• [Available data]:
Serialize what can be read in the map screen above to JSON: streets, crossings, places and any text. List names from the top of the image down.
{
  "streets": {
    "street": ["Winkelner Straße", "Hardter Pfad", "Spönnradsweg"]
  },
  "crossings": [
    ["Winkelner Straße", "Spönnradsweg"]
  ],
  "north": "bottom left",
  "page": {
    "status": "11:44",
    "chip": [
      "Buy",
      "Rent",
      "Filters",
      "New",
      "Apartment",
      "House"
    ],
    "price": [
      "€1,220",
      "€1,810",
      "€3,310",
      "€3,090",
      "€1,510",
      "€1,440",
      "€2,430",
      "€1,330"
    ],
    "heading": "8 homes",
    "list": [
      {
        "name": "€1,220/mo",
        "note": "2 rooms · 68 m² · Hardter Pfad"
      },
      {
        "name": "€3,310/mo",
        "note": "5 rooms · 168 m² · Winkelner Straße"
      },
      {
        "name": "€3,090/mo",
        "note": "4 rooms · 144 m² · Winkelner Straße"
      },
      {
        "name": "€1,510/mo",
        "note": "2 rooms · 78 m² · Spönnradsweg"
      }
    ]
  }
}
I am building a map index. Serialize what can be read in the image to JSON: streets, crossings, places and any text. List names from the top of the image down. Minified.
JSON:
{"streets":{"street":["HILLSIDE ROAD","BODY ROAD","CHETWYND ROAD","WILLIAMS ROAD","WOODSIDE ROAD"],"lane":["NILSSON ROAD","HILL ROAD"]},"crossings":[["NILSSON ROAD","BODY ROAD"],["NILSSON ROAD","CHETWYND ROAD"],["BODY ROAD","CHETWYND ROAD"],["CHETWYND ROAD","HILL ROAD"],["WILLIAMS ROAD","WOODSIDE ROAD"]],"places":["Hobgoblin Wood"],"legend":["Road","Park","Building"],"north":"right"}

• [Instructions for the task]: Up to and including the line with "I am building", reproduce the material above exactly as it appears, starting from its first line.

• [The completed task]:
Serialize what can be read in the map screen above to JSON: streets, crossings, places and any text. List names from the top of the image down.
{
  "streets": {
    "street": ["Winkelner Straße", "Hardter Pfad", "Spönnradsweg"]
  },
  "crossings": [
    ["Winkelner Straße", "Spönnradsweg"]
  ],
  "north": "bottom left",
  "page": {
    "status": "11:44",
    "chip": [
      "Buy",
      "Rent",
      "Filters",
      "New",
      "Apartment",
      "House"
    ],
    "price": [
      "€1,220",
      "€1,810",
      "€3,310",
      "€3,090",
      "€1,510",
      "€1,440",
      "€2,430",
      "€1,330"
    ],
    "heading": "8 homes",
    "list": [
      {
        "name": "€1,220/mo",
        "note": "2 rooms · 68 m² · Hardter Pfad"
      },
      {
        "name": "€3,310/mo",
        "note": "5 rooms · 168 m² · Winkelner Straße"
      },
      {
        "name": "€3,090/mo",
        "note": "4 rooms · 144 m² · Winkelner Straße"
      },
      {
        "name": "€1,510/mo",
        "note": "2 rooms · 78 m² · Spönnradsweg"
      }
    ]
  }
}
I am building a map index. Serialize what can be read in the image to JSON: streets, crossings, places and any text. List names from the top of the image down. Minified.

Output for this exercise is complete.